When she heard the news that permanently changed her life, she sought solace with her dogs by taking them for a 2 hour walk at Marymoor Off-Leash Dog Park.
Dog Walks Provided Energy, Motivation to Fight Cancer
People often suffer severe depression when they first hear they have cancer, and Caroline was no exception. But fortunately, she had Skye and Kubby to help her confront it.
Of course, her family’s support has been critical to her fight against cancer, but during the day when her husband was at work and her kids were at school, the 2 daily walks with her dogs were the only activities that could pull her out of her doldrums and get her out of the house.
Caroline now believes that before her diagnosis, she took her daily walks with her dogs for granted. She said those walks stopped her “mental and physical nosedive” and helped get her out of the “dark cell” that imprisoned her when she was told she had cancer. Getting outside with the dogs also gave her strength to fight her disease.
Her dogs, she said, became her “lifeline.” But getting her out of the house for daily walks isn’t all they did for her.
Dogs Provided Emotional Support
Just before her diagnosis she began training Skye to be a therapy dog so she could take him to hospitals and hospices comfort adults and children.

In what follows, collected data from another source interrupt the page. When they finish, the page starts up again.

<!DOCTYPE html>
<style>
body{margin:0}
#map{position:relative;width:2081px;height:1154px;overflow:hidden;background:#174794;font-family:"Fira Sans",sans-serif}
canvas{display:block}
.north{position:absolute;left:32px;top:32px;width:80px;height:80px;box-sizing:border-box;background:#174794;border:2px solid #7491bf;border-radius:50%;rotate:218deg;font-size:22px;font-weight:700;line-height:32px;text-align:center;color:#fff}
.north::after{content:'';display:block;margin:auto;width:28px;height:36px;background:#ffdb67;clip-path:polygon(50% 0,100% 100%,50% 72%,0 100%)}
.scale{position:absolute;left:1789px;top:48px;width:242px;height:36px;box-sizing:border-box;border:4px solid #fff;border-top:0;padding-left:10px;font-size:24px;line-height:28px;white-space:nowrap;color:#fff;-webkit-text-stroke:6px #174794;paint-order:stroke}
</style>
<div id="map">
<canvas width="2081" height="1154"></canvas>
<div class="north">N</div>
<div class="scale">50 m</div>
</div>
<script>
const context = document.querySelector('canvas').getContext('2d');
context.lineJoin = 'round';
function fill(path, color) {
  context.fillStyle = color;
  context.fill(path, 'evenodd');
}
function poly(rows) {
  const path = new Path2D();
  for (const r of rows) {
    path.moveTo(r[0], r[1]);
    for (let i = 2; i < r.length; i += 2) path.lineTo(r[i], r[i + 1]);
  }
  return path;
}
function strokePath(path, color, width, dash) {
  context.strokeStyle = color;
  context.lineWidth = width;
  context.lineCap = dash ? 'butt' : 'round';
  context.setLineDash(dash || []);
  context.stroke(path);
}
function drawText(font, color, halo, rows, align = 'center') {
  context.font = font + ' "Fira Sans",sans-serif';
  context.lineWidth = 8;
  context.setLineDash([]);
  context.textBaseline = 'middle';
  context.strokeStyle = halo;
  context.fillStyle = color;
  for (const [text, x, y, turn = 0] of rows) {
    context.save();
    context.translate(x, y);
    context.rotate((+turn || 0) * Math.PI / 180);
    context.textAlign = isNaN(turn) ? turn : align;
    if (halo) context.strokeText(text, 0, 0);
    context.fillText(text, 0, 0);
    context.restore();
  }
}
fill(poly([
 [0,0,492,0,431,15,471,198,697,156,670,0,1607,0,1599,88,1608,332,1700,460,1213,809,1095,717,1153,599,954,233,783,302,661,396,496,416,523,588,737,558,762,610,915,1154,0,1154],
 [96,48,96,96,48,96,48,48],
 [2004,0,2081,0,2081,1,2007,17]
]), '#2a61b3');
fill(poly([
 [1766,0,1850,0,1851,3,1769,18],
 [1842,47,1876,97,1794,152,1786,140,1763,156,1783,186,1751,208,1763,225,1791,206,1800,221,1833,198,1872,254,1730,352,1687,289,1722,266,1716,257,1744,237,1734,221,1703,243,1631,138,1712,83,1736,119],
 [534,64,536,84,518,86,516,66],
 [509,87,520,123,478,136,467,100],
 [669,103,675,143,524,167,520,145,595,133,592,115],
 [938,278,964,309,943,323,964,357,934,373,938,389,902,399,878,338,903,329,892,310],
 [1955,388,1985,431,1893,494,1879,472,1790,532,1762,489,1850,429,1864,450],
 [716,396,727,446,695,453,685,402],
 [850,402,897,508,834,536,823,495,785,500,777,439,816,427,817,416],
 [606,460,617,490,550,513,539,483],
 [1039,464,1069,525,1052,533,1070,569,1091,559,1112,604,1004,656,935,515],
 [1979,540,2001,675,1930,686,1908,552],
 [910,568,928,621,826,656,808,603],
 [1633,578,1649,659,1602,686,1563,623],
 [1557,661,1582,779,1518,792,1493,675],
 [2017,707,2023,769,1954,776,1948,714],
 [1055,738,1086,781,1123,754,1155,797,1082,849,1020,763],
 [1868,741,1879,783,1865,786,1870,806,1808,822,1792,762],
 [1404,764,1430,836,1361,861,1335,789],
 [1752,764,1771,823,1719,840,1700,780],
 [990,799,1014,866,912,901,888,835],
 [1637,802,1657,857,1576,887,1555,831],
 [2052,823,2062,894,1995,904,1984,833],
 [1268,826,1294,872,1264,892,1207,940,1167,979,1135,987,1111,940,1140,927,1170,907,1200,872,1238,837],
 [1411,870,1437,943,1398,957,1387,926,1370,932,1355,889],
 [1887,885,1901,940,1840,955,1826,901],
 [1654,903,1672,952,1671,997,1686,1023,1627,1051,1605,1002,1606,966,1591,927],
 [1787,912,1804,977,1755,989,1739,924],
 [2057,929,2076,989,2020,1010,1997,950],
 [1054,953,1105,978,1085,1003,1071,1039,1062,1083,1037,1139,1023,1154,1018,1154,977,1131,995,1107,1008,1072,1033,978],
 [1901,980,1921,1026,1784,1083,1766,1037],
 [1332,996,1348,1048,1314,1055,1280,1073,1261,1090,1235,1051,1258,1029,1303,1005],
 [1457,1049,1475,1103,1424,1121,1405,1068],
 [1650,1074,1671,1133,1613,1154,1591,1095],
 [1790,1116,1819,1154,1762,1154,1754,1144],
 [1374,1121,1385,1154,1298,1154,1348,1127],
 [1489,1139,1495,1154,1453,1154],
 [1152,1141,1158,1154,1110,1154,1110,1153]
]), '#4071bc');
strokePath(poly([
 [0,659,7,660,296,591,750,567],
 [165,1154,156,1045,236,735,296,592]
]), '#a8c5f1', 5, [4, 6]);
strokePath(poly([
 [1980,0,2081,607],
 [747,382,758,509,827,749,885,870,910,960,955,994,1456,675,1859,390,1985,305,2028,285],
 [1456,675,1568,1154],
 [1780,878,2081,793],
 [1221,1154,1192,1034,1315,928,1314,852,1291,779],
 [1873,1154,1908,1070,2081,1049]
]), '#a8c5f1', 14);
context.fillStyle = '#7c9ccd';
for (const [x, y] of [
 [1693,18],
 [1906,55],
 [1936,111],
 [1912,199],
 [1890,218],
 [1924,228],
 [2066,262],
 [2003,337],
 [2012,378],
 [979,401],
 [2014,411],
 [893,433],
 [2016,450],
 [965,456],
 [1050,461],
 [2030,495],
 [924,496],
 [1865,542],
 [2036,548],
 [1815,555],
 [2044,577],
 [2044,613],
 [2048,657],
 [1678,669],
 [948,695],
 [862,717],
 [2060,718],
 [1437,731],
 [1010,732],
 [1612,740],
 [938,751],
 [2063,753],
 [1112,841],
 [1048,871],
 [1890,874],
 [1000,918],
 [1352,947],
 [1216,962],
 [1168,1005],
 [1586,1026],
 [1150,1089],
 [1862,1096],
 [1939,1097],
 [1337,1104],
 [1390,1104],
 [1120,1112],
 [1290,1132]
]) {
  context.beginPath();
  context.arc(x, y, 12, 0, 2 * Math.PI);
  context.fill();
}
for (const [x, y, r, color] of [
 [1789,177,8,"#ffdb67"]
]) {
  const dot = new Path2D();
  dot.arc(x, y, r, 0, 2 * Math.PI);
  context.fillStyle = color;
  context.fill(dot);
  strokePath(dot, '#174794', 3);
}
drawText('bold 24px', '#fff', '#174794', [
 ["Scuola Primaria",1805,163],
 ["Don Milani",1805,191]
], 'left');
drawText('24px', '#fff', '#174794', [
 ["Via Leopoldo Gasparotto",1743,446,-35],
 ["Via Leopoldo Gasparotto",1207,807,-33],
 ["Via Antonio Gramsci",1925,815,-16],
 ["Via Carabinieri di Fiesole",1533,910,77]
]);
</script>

After her diagnosis, Skye become HER therapy dog, and her calming presence helped Caroline navigate the ups and downs battling cancer.
And true to their roles of Captains of her army of supporters, Skye and Kubby are the first to recognize when she’s having a particularly bad day, so they are usually the first to provide the love, strength, and energy she needs to get through her rough patches and take on her fight against cancer with renewed vigor and enthusiasm.
Raising Money for Cancer Research
This Sunday, Sky and Kubby will join Caroline at the Swedish Medical Center Foundation’s SummeRun & Walk for Ovarian Cancer, which is the annual fundraiser for the Marsha Rivkin Center for Ovarian Cancer Research.
Caroline, her dogs, her family, and several other members of her “army” will participate in the 5K walk around Capitol Hill as Teal Team. There will also be a 5K run.
Even though the event is Sunday you still have time to walk with Teal Team. Just show up at the corner of Marion Ave. and Minor St. on Capitol Hill at 6:30 AM to register. You can pay the $35 registration fee with a check, cash, or credit card.
You can also make a donation to Teal Team by going to their web page and clicking on the Donate to Support Us link.
Although Caroline’s cancer has been in remission twice, it recurred last November. She’s currently participating in a trial for an experimental drug, and she’s optimistic that she will ultimately beat the demon that invaded her life 3 years ago.
She is also passionate about educating women to be vigilant about recognizing for the symptoms of ovarian cancer
since early detection significantly increases the chance of surviving it.
I plan to write more about Caroline and her dogs before a fundraising event this September her daughter Bella is organizing.
I hope that you will either walk with or make a contribution to Teal Team.
Don’t worry about finding them after you register – just look for a determined woman with a British accent dressed in teal from head to toe.